Практика Фрейда – сначала неврологическая, затем аналитическая – не привела его к контактам с подобными случаями, подобными феноменами; однако Бабинский ими занимался, особенно во время Первой мировой войны. Книга Бабинского, вышедшая в 1917 году, обобщала множество наблюдений за параличом, отчуждением, неиспользованием и другими синдромами, возникающими вследствие периферических поражений, синдромов, которые не могут быть названы ни органическими, ни истерическими, – синдромов, которые, как считал Бабинский, составляли «третью область» и требовали совершенно иного понимания. Такие синдромы, был уверен Бабинский, по природе физиологические; он говорил о них, как и в названии своей книги, как о Syndrome Physiopathique. Подобно Уэйру Митчеллу и другим до него, Бабинский утверждал, что «шок», рефлекторное (возможно, синаптическое) торможение, распространяется на непосредственные окрестности повреждения и спинной мозг; однако затем на более высоком уровне в мозгу возникает поражение, сходное с анозогнозией, которую он первым описал в случаях повреждений правого полушария мозга. Работа Бабинского предшествовала выдвинутым Ходом концепциям «постуральной схемы» или «образа тела» и не упоминала о явно неклассических наблюдениях, которые делал Шеррингтон в отношении повседневных изменений сенсорных и моторных точек в коре мозга экспериментальных животных, показывавших неожиданную пластичность мозга. Наблюдения Бабинского, как и данные Хода и Шеррингтона, противоречили представлениям о жесткой церебральной локализации и репрезентации, представлениям о жестко запрограммированной церебральной машине, доминировавшим в XIX веке, и указывали на принципы организации, которые были совершенно иными, более пластичными, более динамичными.
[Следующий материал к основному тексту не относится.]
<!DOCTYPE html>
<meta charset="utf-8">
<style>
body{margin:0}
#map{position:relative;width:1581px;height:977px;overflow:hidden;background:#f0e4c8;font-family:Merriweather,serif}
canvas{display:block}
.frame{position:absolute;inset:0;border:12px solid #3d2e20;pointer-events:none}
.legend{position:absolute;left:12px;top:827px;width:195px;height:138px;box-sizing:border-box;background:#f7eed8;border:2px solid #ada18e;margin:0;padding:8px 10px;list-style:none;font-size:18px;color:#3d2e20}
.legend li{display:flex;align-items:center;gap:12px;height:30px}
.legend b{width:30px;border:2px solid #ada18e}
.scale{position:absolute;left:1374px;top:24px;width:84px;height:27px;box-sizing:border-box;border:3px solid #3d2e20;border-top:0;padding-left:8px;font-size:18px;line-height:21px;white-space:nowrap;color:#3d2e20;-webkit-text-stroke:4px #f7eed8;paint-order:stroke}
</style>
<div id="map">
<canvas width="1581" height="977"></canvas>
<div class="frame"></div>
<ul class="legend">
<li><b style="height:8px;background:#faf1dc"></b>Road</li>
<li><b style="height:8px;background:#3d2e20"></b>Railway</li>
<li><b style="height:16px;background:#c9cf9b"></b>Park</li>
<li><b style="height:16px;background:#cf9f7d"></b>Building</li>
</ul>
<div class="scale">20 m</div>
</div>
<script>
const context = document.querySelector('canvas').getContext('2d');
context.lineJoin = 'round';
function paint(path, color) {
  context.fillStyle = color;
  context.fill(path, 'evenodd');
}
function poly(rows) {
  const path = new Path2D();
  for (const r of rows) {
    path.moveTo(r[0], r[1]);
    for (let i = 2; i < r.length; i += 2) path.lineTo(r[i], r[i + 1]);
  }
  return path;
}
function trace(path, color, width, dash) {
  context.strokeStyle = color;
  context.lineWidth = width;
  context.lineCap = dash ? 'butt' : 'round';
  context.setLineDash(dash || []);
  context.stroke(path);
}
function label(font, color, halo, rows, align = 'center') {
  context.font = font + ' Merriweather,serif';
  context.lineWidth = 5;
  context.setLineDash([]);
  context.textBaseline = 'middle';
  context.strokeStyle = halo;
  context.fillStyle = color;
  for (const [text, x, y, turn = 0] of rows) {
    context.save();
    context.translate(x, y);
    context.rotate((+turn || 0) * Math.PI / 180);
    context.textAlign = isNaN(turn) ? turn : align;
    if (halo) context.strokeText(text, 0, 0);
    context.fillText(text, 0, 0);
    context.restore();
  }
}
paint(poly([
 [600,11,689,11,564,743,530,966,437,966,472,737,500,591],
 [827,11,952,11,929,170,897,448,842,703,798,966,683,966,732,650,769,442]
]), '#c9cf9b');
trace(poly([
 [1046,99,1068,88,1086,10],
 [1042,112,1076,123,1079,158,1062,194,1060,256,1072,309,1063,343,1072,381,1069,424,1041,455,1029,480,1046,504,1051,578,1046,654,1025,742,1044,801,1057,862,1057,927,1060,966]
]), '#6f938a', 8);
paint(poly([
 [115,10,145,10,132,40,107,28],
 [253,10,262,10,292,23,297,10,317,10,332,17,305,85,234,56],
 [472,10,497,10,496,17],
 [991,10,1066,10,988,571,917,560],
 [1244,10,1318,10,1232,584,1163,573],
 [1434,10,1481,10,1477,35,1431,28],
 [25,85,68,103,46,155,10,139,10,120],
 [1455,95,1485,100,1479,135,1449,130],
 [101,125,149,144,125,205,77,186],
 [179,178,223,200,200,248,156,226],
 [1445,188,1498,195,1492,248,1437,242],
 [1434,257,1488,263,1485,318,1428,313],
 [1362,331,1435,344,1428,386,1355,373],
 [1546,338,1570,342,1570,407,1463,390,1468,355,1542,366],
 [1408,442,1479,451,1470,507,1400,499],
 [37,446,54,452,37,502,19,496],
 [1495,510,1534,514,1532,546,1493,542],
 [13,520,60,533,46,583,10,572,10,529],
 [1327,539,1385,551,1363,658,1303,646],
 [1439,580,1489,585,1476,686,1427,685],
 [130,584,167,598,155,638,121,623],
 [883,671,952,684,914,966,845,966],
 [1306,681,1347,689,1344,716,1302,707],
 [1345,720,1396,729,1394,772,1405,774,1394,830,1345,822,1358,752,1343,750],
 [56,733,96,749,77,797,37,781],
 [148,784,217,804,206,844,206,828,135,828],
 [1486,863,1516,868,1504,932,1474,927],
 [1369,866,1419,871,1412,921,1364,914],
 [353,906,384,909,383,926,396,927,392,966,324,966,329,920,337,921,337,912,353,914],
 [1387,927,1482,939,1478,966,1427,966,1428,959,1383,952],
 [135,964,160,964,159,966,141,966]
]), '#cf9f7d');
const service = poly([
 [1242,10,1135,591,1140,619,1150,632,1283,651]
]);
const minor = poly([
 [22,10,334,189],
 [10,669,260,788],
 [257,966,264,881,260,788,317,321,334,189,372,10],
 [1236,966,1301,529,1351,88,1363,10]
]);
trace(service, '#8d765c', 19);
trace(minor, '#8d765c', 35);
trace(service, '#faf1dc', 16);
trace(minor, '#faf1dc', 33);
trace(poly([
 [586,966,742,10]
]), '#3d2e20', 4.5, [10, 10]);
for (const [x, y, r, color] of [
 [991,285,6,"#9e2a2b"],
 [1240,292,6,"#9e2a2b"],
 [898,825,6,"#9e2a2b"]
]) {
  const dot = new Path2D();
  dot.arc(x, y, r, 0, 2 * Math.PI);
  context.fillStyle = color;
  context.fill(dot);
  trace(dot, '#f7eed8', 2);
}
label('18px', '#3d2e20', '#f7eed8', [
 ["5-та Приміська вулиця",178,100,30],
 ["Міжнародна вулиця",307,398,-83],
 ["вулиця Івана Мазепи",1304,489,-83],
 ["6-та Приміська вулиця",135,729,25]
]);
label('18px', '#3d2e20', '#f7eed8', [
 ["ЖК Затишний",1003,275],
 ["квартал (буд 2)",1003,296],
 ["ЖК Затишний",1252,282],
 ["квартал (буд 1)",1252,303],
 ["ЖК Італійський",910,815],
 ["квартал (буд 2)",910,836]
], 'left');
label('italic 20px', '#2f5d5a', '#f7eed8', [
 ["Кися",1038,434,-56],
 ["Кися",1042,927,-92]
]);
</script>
Однако ни Бабинскому ни Хэду ни Шеррингтону – так же как позднее Лурии и Леонтьеву – не удалось выявить действующие механизмы, принципы которых они интуитивно улавливали. Не удавалось это и мне, когда в 1974 году я столкнулся с собственной проблемой и обдумывал ее (и проблемы других пациентов) на протяжении последующих лет. Я ясно видел, что подобные ощущения имели физиологическую причину, однако не вызывало сомнения и то, что они не могут быть соотнесены с классической моделью. Мне было понятно, что нужна «неврология идентичности», неврология, которая могла бы объяснить, как различные части тела (и их пространство) могли бы принадлежать (или теряться), показать неврологический базис когерентности и унификации восприятия (особенно после того, как таковое было нарушено травмой или болезнью). Нужна была неврология, которая могла бы выйти за рамки жесткого дуализма тела/разума, жестких физикалистских представлений об «алгоритме» и «паттерне», неврология, которая была бы сравнима по богатству и насыщенности с опытом, с ощущением «сцены» и «музыки», постоянно меняющегося потока восприятия, истории, становления.